== Exercise data

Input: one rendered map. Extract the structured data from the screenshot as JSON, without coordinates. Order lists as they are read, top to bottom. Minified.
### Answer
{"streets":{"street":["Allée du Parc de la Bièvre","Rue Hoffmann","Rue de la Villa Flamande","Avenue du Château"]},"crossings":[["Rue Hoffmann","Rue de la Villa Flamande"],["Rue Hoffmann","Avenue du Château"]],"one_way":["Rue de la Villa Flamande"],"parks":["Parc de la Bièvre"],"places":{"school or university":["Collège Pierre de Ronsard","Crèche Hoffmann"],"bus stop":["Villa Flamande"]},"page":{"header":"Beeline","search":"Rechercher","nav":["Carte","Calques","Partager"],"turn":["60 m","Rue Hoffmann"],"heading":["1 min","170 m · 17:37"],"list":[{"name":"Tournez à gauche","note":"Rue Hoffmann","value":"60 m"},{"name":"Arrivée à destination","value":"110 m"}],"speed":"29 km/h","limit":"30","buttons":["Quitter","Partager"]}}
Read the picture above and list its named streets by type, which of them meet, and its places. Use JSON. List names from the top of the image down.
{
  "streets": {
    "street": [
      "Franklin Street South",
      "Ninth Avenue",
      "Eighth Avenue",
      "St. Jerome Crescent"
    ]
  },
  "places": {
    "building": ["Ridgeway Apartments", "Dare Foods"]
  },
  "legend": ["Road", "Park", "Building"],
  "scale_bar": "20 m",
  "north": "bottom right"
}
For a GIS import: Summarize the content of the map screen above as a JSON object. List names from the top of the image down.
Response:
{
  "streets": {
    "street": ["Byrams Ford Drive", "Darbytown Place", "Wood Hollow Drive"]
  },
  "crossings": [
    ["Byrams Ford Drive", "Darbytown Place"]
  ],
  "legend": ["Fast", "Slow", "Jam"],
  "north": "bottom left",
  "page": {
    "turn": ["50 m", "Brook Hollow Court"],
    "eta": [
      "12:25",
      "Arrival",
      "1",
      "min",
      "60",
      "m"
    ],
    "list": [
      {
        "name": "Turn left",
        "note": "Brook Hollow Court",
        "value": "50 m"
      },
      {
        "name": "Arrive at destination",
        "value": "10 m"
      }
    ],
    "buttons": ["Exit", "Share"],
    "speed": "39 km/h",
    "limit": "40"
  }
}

====

Assigned task | The answer must be a word-for-word reproduction of every record above.

Solution for this exercise |
Input: one rendered map. Extract the structured data from the screenshot as JSON, without coordinates. Order lists as they are read, top to bottom. Minified.
### Answer
{"streets":{"street":["Allée du Parc de la Bièvre","Rue Hoffmann","Rue de la Villa Flamande","Avenue du Château"]},"crossings":[["Rue Hoffmann","Rue de la Villa Flamande"],["Rue Hoffmann","Avenue du Château"]],"one_way":["Rue de la Villa Flamande"],"parks":["Parc de la Bièvre"],"places":{"school or university":["Collège Pierre de Ronsard","Crèche Hoffmann"],"bus stop":["Villa Flamande"]},"page":{"header":"Beeline","search":"Rechercher","nav":["Carte","Calques","Partager"],"turn":["60 m","Rue Hoffmann"],"heading":["1 min","170 m · 17:37"],"list":[{"name":"Tournez à gauche","note":"Rue Hoffmann","value":"60 m"},{"name":"Arrivée à destination","value":"110 m"}],"speed":"29 km/h","limit":"30","buttons":["Quitter","Partager"]}}
Read the picture above and list its named streets by type, which of them meet, and its places. Use JSON. List names from the top of the image down.
{
  "streets": {
    "street": [
      "Franklin Street South",
      "Ninth Avenue",
      "Eighth Avenue",
      "St. Jerome Crescent"
    ]
  },
  "places": {
    "building": ["Ridgeway Apartments", "Dare Foods"]
  },
  "legend": ["Road", "Park", "Building"],
  "scale_bar": "20 m",
  "north": "bottom right"
}
For a GIS import: Summarize the content of the map screen above as a JSON object. List names from the top of the image down.
Response:
{
  "streets": {
    "street": ["Byrams Ford Drive", "Darbytown Place", "Wood Hollow Drive"]
  },
  "crossings": [
    ["Byrams Ford Drive", "Darbytown Place"]
  ],
  "legend": ["Fast", "Slow", "Jam"],
  "north": "bottom left",
  "page": {
    "turn": ["50 m", "Brook Hollow Court"],
    "eta": [
      "12:25",
      "Arrival",
      "1",
      "min",
      "60",
      "m"
    ],
    "list": [
      {
        "name": "Turn left",
        "note": "Brook Hollow Court",
        "value": "50 m"
      },
      {
        "name": "Arrive at destination",
        "value": "10 m"
      }
    ],
    "buttons": ["Exit", "Share"],
    "speed": "39 km/h",
    "limit": "40"
  }
}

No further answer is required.